Il y a une dizaine d’années en tentant de mettre sur papier des souvenirs d’enfance et d’adolescence.
J’ai la chance d’avoir gardé comme amis Gilles et Christian, deux protagonistes de cette époque, et, à chacune de nos retrouvailles toujours un peu arrosées (réveillon , anniversaire, etc …), on finit toujours par évoquer Tinténiac, notre jeunesse, nos rêves plus ou moins réalisés… Je me rendais compte que chacun d’entre nous, bien qu’ayant assisté aux mêmes scènes, que ce soit au collège, et dans nos activités en dehors de l’école, en avait un souvenir partiel et différent. Et puis, au fur et à mesure que j’écrivais, je me rappelais du café où j’ai grandi, des personnages qui le peuplaient, des attractions aujourd’hui disparues comme les bals, le Logis ou cette Course aux Canards dans le canal…
J’ai montré le manuscrit lors de stages d’écriture à des collègues totalement extérieurs à Tinténiac, au milieu rural, et qui m’ont tous encouragé. Je ne m’étais pas rendu compte que j’abordais aussi la cruauté des pairs dans les internats de l’époque, les bizutages, l’arrivée des Pieds Noirs que personne n’attendaient, mai 68, mais aussi l’acquisition de valeurs invisibles qui nous construisent à notre insu, issus de nos activités comme le théâtre amateur ou l’animation bénévole du club de jeunes, le Grenier, les sorties aux bals ou en boîte, qui ont forgées nos pratiques de solidarité, d’écoute, de respect, d’amitié.
J’ai donc corrigé, développé certains de ses aspects, avec l’envie de témoigner, de laisser une trace sur une époque, sans utiliser de jargon ethno-sociologique, alors que cette course n’est au fond que la description des premiers émois, les « premières fois » des jeunes issus d’une communauté sociale, dans une décennie donnée.
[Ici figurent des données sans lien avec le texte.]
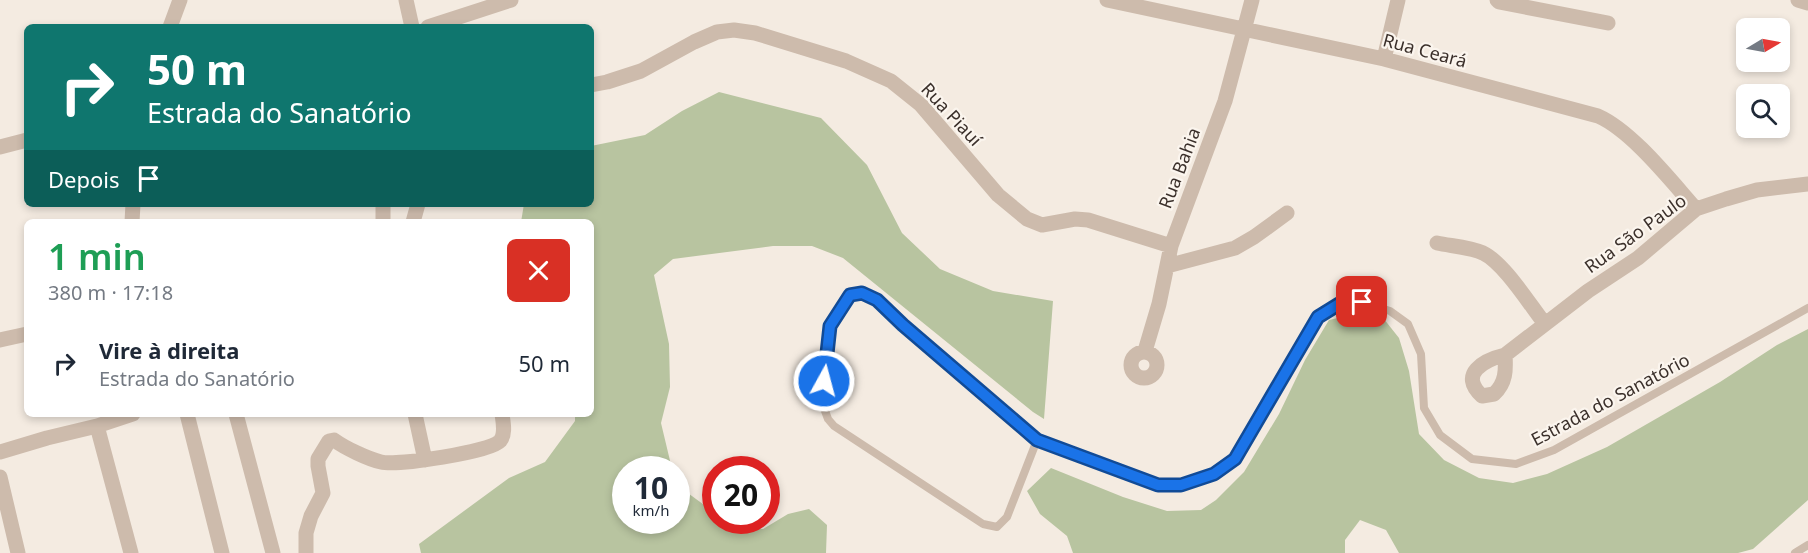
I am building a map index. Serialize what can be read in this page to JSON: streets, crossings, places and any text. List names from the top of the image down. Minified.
{"streets":{"street":["Rua Ceará","Rua Piauí","Rua Bahia","Rua São Paulo"],"lane":["Estrada do Sanatório"]},"crossings":[["Rua Ceará","Rua Bahia"],["Rua Ceará","Rua São Paulo"],["Rua Piauí","Rua Bahia"]],"north":"right","page":{"turn":["50 m","Estrada do Sanatório"],"then":"Depois","heading":["1 min","380 m · 17:18"],"list":[{"name":"Vire à direita","note":"Estrada do Sanatório","value":"50 m"}],"speed":"10 km/h","limit":"20"}}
Enfin, en passant à l’étape de diffusion publique, ce qui n’a pas été facile, car aucun éditeur n’en voulait (trop local donc faible tirage), j’ai tout réécrit au « je », gommé ce qui pouvait prêter à polémique, car le but reste de faire plaisir à des familles, à des gens qui ont joué des rôles essentiels dans la vie locale, et dont l’histoire officielle ne parle jamais ! Pour le reste et les bêtises avouées 50 ans après, il y a prescription !
Une des choses qui m’ont le plus surpris c’est le mode de vie des gens de cet endroit-là (entre Rennes et St Malo) dans les années 60. Je suis né au début des années 70 et apprendre que quelques années avant, les gens lavaient leur linge dans le canal, c’est un peu vertigineux. D’après toi, l’histoire « populaire », c’est-à-dire celle racontée par les gens qui l’ont vécue directement, ça permet d’expliquer aussi des trucs de base pour que ceux qui sont arrivés après, pour qu’ils puissent situer les changements, entre autres ?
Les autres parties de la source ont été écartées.